> **EXERCISE GOAL**
In the data below, find the line containing "height:38px; margin:-19px; padding:0", then set down that line and every later line up to and including the line containing "width:19px; height:19px; translate:-50%", exactly.

> **SUPPLIED INFORMATION**
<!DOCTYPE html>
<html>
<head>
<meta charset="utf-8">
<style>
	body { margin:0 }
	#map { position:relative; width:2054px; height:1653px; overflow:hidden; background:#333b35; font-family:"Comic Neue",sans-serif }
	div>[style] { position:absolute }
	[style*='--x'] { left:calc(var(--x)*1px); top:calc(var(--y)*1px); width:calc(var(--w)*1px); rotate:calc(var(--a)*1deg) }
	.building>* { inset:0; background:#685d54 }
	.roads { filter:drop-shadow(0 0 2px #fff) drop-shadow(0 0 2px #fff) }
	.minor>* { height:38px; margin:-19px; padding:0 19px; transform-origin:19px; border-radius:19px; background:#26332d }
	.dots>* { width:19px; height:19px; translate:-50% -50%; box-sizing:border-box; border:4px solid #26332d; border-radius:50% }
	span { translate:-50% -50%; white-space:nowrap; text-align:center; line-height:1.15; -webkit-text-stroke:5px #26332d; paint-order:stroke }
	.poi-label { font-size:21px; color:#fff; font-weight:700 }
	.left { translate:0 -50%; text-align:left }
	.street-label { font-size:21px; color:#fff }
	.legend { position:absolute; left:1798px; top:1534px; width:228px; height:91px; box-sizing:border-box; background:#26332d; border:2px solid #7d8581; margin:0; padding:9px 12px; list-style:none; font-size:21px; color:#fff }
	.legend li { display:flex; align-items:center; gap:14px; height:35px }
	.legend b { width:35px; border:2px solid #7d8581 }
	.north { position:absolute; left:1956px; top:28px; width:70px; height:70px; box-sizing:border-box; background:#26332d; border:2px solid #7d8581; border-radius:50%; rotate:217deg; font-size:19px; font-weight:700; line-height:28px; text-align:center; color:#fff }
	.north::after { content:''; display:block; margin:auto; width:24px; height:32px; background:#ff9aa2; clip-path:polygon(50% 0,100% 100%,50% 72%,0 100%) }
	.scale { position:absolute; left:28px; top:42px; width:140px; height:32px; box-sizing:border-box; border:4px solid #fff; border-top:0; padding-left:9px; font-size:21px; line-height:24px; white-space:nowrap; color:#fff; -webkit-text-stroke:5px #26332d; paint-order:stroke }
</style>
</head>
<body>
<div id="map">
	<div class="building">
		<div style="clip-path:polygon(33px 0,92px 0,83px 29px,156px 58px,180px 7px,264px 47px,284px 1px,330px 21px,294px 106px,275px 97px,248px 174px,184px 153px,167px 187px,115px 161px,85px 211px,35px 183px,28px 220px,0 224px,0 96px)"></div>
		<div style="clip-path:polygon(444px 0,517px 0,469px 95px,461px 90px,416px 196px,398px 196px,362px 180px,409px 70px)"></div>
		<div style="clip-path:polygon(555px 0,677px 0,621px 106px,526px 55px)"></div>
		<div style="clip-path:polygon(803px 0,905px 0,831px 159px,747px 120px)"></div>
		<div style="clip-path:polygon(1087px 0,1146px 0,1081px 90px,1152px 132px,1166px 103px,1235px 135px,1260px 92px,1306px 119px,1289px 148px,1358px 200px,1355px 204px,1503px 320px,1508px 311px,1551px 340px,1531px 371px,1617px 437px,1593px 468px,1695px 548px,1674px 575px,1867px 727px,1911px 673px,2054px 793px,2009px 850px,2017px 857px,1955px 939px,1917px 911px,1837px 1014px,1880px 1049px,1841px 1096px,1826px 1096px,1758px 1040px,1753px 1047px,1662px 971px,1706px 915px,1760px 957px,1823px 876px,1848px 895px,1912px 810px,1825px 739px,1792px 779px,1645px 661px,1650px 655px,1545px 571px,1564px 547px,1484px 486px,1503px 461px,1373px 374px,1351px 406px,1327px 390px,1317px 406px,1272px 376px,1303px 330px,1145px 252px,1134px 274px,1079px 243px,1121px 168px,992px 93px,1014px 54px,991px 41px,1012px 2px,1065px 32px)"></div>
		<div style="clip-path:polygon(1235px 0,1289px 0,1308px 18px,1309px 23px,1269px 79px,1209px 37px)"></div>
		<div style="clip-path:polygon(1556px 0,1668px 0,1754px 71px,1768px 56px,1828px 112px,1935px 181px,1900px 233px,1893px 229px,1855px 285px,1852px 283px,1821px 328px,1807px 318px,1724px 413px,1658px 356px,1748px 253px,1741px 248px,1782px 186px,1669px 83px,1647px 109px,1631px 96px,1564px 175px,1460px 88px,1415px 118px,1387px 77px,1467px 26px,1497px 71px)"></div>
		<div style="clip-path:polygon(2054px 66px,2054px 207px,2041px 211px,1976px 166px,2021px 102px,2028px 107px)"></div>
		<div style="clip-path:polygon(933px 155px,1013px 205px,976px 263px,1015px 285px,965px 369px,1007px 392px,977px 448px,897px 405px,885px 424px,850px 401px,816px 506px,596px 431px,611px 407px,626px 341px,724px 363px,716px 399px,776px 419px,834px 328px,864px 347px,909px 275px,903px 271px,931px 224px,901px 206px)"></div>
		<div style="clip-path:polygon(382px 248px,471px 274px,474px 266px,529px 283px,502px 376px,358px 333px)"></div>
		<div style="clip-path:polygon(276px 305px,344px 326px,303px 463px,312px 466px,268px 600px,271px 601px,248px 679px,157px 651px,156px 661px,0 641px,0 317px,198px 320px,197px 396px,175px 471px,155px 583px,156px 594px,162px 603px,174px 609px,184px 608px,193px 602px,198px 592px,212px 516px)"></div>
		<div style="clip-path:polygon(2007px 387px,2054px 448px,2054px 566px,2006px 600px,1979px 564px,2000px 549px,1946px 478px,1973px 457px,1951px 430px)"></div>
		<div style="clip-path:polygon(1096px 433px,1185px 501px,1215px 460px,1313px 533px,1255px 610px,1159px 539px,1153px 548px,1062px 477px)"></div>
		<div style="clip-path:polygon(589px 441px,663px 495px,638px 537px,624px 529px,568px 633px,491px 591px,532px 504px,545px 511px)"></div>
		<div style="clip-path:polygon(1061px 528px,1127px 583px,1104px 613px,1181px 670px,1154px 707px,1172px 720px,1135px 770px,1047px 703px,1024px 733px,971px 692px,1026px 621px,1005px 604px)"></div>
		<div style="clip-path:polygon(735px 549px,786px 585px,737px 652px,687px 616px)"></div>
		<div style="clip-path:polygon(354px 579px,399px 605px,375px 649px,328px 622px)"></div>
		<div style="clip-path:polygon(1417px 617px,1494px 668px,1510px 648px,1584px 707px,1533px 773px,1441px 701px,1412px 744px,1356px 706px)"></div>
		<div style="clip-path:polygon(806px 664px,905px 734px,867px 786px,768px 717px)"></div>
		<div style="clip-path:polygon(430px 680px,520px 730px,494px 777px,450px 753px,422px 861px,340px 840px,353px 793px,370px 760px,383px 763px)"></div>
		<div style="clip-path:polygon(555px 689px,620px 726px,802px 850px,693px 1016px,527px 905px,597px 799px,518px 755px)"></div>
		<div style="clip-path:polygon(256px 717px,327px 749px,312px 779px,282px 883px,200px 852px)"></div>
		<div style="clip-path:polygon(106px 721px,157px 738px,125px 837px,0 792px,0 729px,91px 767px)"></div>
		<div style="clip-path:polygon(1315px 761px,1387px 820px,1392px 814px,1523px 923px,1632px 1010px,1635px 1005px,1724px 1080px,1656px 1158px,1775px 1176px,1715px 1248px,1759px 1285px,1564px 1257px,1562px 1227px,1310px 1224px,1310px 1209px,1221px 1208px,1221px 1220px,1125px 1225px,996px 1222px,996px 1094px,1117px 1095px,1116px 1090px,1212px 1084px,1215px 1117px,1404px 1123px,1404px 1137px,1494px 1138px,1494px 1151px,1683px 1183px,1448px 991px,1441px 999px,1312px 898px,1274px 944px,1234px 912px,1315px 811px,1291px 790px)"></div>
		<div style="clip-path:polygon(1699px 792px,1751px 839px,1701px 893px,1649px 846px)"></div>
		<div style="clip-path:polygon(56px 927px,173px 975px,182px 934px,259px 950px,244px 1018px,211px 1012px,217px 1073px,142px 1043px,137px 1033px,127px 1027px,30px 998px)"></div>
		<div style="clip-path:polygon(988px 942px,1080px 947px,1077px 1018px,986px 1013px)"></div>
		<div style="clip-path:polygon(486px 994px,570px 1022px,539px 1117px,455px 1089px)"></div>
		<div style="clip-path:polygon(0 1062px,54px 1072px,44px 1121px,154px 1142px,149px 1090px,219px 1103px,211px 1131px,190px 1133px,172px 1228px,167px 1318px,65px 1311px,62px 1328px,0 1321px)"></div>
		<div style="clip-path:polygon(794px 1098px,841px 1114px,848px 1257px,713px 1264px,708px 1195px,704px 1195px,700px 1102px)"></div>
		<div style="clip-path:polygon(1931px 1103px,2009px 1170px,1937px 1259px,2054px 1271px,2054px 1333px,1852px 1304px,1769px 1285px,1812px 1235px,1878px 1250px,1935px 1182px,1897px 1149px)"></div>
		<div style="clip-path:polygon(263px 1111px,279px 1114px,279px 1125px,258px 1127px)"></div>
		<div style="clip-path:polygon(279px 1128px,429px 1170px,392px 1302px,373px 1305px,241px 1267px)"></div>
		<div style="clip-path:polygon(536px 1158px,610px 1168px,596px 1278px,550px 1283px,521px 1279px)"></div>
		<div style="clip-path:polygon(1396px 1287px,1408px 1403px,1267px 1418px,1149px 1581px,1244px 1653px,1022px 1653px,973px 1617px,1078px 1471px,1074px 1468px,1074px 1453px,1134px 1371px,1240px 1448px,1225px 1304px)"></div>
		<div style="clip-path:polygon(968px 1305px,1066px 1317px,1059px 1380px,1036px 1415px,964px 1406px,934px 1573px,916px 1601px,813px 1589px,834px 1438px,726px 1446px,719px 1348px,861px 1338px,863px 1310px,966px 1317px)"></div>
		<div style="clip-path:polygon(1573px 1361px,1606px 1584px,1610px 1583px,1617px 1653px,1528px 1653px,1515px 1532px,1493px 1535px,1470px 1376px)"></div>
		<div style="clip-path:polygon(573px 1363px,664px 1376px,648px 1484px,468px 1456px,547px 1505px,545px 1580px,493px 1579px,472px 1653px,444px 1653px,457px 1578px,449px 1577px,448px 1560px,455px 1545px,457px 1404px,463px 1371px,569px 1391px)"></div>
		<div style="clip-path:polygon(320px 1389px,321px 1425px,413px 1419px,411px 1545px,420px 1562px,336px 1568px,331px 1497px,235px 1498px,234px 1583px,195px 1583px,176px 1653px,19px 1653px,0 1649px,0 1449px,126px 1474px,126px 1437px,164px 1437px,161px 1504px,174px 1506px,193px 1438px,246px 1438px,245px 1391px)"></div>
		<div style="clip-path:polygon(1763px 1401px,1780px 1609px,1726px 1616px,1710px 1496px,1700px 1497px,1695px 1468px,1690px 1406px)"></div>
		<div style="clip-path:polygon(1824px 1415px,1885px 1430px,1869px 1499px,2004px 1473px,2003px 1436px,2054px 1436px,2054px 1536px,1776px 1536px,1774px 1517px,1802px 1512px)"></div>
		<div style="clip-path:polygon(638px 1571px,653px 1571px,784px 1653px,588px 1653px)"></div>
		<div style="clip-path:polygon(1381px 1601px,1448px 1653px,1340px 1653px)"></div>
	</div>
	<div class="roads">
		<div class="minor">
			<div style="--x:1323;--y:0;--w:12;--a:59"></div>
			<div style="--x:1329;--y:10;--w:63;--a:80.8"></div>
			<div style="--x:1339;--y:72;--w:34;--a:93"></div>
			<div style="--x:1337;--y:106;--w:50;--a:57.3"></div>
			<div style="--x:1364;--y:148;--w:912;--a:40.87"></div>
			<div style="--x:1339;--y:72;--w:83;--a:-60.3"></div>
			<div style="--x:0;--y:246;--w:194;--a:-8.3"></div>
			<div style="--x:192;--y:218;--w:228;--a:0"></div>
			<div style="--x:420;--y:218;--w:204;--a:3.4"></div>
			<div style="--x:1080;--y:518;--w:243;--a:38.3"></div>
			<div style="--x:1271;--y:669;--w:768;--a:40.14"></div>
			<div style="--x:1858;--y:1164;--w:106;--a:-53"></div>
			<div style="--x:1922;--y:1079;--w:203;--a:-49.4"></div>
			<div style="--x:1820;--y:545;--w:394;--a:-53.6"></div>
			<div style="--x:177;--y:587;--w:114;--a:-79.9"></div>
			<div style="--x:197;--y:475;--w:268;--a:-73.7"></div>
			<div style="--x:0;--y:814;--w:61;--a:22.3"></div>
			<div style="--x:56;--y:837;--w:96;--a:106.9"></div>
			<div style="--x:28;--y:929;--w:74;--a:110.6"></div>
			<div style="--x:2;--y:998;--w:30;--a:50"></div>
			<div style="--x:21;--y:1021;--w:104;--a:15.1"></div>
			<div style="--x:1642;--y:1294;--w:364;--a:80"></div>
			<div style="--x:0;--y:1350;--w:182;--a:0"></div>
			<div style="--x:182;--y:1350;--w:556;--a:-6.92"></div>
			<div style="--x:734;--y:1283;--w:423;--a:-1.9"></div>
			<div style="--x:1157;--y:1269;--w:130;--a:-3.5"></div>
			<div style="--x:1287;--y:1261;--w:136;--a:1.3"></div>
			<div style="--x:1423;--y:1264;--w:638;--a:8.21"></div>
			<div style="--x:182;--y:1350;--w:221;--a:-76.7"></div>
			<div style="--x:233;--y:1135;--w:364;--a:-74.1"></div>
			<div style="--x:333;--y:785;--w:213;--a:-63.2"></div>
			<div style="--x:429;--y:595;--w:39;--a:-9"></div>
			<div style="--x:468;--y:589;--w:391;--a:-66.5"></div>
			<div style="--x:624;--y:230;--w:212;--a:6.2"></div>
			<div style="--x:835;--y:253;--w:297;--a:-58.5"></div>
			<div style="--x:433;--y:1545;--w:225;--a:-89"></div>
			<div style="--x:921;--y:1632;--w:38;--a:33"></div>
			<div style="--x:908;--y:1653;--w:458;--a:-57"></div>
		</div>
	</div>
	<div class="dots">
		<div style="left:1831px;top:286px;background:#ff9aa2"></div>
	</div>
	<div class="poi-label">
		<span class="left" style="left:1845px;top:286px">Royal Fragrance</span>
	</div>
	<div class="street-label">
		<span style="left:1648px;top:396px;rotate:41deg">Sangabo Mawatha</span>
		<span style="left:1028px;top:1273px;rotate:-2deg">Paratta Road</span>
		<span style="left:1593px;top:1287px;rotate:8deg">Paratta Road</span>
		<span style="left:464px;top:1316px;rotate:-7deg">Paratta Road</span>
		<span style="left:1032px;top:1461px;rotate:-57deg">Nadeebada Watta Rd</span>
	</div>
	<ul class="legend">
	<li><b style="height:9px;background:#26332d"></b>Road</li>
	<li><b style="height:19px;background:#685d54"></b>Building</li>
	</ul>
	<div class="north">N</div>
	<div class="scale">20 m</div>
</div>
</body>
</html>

==

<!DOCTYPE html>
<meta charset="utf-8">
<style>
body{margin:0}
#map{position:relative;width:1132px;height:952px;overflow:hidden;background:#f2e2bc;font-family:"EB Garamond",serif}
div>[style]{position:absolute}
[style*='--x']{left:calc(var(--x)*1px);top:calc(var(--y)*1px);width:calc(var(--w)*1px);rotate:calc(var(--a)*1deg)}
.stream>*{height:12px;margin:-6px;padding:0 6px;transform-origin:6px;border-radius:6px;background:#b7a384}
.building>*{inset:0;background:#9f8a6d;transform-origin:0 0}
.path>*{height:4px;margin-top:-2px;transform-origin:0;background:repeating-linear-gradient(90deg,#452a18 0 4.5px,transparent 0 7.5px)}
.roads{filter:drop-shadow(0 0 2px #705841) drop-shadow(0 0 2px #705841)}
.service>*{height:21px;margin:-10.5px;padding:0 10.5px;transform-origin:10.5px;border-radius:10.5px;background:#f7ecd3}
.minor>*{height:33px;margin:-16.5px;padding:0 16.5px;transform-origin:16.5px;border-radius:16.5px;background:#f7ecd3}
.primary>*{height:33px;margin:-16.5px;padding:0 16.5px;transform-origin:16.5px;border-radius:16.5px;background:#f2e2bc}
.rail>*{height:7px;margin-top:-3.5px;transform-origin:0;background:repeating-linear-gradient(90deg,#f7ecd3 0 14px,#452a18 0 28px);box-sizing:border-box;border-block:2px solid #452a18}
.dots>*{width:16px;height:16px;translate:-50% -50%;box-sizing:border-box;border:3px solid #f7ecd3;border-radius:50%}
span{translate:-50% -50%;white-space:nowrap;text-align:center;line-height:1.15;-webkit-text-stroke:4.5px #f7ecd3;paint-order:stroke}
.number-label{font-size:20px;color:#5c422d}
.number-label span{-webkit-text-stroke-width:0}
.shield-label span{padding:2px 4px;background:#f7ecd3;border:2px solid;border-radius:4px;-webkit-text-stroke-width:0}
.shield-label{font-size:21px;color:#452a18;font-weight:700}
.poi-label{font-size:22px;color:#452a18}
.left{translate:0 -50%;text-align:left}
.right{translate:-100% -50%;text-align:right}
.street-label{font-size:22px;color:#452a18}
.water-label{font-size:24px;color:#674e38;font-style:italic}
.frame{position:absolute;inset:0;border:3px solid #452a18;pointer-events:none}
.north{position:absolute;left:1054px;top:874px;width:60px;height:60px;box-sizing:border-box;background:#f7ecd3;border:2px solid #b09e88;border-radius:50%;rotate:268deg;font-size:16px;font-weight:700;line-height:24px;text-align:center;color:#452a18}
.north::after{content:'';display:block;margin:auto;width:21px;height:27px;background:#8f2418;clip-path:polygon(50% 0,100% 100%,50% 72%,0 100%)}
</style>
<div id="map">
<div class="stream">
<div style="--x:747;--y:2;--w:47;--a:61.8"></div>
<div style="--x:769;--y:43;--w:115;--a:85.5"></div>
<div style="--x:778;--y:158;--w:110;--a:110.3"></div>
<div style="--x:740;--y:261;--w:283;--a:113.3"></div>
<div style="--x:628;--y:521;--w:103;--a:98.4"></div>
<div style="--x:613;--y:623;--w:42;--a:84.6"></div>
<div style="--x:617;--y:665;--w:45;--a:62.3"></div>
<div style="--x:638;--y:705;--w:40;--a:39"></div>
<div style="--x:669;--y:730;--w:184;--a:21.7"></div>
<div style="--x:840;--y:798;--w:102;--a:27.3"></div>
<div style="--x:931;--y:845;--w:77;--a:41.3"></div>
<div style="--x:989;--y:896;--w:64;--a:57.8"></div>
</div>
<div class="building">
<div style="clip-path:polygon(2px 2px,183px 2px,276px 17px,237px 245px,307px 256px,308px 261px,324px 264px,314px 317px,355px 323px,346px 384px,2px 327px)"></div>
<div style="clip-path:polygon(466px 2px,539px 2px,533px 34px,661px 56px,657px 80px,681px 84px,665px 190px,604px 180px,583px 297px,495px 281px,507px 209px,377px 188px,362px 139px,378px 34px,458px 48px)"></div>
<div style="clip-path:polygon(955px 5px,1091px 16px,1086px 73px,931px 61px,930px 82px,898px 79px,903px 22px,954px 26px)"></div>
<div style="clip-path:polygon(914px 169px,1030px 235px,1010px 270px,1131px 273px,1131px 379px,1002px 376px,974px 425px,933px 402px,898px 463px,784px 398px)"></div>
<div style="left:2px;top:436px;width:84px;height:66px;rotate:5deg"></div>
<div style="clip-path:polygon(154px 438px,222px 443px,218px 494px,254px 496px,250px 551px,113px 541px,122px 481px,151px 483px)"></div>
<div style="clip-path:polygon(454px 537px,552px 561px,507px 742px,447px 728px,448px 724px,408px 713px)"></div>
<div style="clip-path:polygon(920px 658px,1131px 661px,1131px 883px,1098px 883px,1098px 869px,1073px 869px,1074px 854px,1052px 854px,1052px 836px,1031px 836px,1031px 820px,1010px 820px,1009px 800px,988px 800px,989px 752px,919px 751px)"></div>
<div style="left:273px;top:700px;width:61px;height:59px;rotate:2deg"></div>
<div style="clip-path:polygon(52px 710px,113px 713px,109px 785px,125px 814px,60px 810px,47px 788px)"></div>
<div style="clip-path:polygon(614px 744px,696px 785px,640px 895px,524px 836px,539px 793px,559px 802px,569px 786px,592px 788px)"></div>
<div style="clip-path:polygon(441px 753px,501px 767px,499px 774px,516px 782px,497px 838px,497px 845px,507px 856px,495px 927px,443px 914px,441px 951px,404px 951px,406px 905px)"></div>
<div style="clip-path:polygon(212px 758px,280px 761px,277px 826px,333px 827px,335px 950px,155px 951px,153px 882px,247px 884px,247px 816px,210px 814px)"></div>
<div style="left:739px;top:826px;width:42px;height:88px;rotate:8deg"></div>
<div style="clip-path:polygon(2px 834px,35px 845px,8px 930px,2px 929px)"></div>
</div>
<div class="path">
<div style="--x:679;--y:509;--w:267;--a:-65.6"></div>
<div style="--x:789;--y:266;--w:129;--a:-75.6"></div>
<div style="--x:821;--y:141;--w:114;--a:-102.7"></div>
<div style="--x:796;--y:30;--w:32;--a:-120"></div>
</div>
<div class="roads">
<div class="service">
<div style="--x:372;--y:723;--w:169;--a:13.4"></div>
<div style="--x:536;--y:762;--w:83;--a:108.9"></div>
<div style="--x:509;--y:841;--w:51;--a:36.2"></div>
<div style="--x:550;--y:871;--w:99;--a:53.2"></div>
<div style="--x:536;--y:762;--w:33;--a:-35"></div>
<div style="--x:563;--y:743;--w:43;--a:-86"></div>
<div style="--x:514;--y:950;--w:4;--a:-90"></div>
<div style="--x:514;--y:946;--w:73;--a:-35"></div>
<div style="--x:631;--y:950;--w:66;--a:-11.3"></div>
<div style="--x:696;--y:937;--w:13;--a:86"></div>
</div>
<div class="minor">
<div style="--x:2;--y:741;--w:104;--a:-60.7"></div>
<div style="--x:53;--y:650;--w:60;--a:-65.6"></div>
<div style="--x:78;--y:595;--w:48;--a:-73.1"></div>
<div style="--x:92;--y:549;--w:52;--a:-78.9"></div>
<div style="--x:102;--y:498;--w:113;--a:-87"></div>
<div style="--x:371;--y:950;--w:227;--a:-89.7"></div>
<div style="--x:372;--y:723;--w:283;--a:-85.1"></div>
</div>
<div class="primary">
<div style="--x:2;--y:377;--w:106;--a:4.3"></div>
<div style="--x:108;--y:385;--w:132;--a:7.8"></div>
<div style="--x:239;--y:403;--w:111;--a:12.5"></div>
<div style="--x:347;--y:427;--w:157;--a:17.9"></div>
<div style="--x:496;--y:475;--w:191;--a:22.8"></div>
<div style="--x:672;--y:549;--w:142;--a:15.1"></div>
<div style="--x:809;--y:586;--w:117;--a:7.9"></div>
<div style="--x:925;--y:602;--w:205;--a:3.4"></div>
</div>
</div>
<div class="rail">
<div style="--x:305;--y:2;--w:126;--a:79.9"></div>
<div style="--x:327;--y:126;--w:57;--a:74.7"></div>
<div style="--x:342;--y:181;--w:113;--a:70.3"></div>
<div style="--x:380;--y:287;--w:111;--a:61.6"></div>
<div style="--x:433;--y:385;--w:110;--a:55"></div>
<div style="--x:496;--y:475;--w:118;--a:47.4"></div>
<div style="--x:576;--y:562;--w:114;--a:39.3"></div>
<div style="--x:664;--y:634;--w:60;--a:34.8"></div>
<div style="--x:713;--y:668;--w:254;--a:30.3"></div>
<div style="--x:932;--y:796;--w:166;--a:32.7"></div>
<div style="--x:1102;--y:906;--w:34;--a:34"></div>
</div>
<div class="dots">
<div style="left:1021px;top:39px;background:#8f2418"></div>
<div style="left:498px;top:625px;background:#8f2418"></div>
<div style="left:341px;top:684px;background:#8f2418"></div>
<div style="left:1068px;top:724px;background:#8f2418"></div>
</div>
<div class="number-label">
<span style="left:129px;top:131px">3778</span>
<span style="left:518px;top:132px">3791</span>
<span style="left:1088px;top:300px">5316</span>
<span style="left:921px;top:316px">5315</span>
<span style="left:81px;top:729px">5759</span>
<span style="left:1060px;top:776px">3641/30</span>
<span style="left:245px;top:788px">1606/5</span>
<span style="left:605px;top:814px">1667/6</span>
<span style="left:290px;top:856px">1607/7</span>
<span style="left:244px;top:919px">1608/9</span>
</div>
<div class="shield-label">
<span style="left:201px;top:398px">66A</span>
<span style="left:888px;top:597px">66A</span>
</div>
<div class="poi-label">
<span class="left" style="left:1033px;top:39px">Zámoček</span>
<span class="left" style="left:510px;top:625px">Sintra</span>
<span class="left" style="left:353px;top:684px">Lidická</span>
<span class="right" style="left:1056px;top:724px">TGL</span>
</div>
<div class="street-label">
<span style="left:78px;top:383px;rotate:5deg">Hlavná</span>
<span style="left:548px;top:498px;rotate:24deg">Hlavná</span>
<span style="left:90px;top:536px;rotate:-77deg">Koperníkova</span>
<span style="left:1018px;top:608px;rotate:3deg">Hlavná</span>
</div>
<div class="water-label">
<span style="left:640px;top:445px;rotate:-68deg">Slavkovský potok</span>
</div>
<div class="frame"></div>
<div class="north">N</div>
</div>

> **WRITTEN RESPONSE**
	.minor>* { height:38px; margin:-19px; padding:0 19px; transform-origin:19px; border-radius:19px; background:#26332d }
	.dots>* { width:19px; height:19px; translate:-50% -50%; box-sizing:border-box; border:4px solid #26332d; border-radius:50% }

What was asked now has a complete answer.